* **WHAT TO PRODUCE**: Reproduce the records below word for word.

* **RECORDS FOR THE TASK**:
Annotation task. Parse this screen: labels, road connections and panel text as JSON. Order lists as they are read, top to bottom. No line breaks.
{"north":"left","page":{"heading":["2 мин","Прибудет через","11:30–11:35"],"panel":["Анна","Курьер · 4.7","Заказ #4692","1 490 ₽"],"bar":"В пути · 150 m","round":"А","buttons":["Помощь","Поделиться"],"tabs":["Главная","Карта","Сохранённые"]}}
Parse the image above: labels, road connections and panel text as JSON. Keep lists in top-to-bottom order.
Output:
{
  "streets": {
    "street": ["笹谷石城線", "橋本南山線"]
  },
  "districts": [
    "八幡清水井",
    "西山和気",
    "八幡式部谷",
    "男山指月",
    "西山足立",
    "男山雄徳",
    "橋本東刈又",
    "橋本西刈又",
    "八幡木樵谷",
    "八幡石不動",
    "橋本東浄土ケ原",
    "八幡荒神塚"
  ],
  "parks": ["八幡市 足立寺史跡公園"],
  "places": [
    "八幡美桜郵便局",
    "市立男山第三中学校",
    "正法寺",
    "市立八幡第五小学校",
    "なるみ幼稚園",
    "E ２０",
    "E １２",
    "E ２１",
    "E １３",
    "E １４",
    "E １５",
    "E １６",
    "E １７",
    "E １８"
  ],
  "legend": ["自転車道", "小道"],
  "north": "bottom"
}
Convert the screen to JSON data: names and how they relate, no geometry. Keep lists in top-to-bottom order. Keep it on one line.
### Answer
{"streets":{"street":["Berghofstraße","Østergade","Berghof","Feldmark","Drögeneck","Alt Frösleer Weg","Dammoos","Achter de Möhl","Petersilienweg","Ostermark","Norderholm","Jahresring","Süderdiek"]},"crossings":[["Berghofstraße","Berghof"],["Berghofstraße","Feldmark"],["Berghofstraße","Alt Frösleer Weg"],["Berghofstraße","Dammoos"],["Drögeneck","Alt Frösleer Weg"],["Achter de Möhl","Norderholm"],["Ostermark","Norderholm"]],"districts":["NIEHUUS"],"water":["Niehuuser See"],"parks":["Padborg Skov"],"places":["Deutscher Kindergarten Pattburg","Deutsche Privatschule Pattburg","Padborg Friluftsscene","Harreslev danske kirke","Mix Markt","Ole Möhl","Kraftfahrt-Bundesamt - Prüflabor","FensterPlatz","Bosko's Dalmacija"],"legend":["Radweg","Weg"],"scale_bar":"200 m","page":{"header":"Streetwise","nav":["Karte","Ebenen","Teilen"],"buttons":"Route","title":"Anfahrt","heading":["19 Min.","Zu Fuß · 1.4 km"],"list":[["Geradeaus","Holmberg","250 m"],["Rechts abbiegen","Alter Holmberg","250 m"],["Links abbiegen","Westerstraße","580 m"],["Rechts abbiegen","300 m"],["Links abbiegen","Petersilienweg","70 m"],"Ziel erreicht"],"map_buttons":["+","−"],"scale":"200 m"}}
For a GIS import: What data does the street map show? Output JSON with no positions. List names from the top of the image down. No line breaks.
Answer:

* **FINISHED TASK**:
Annotation task. Parse this screen: labels, road connections and panel text as JSON. Order lists as they are read, top to bottom. No line breaks.
{"north":"left","page":{"heading":["2 мин","Прибудет через","11:30–11:35"],"panel":["Анна","Курьер · 4.7","Заказ #4692","1 490 ₽"],"bar":"В пути · 150 m","round":"А","buttons":["Помощь","Поделиться"],"tabs":["Главная","Карта","Сохранённые"]}}
Parse the image above: labels, road connections and panel text as JSON. Keep lists in top-to-bottom order.
Output:
{
  "streets": {
    "street": ["笹谷石城線", "橋本南山線"]
  },
  "districts": [
    "八幡清水井",
    "西山和気",
    "八幡式部谷",
    "男山指月",
    "西山足立",
    "男山雄徳",
    "橋本東刈又",
    "橋本西刈又",
    "八幡木樵谷",
    "八幡石不動",
    "橋本東浄土ケ原",
    "八幡荒神塚"
  ],
  "parks": ["八幡市 足立寺史跡公園"],
  "places": [
    "八幡美桜郵便局",
    "市立男山第三中学校",
    "正法寺",
    "市立八幡第五小学校",
    "なるみ幼稚園",
    "E ２０",
    "E １２",
    "E ２１",
    "E １３",
    "E １４",
    "E １５",
    "E １６",
    "E １７",
    "E １８"
  ],
  "legend": ["自転車道", "小道"],
  "north": "bottom"
}
Convert the screen to JSON data: names and how they relate, no geometry. Keep lists in top-to-bottom order. Keep it on one line.
### Answer
{"streets":{"street":["Berghofstraße","Østergade","Berghof","Feldmark","Drögeneck","Alt Frösleer Weg","Dammoos","Achter de Möhl","Petersilienweg","Ostermark","Norderholm","Jahresring","Süderdiek"]},"crossings":[["Berghofstraße","Berghof"],["Berghofstraße","Feldmark"],["Berghofstraße","Alt Frösleer Weg"],["Berghofstraße","Dammoos"],["Drögeneck","Alt Frösleer Weg"],["Achter de Möhl","Norderholm"],["Ostermark","Norderholm"]],"districts":["NIEHUUS"],"water":["Niehuuser See"],"parks":["Padborg Skov"],"places":["Deutscher Kindergarten Pattburg","Deutsche Privatschule Pattburg","Padborg Friluftsscene","Harreslev danske kirke","Mix Markt","Ole Möhl","Kraftfahrt-Bundesamt - Prüflabor","FensterPlatz","Bosko's Dalmacija"],"legend":["Radweg","Weg"],"scale_bar":"200 m","page":{"header":"Streetwise","nav":["Karte","Ebenen","Teilen"],"buttons":"Route","title":"Anfahrt","heading":["19 Min.","Zu Fuß · 1.4 km"],"list":[["Geradeaus","Holmberg","250 m"],["Rechts abbiegen","Alter Holmberg","250 m"],["Links abbiegen","Westerstraße","580 m"],["Rechts abbiegen","300 m"],["Links abbiegen","Petersilienweg","70 m"],"Ziel erreicht"],"map_buttons":["+","−"],"scale":"200 m"}}
For a GIS import: What data does the street map show? Output JSON with no positions. List names from the top of the image down. No line breaks.
Answer:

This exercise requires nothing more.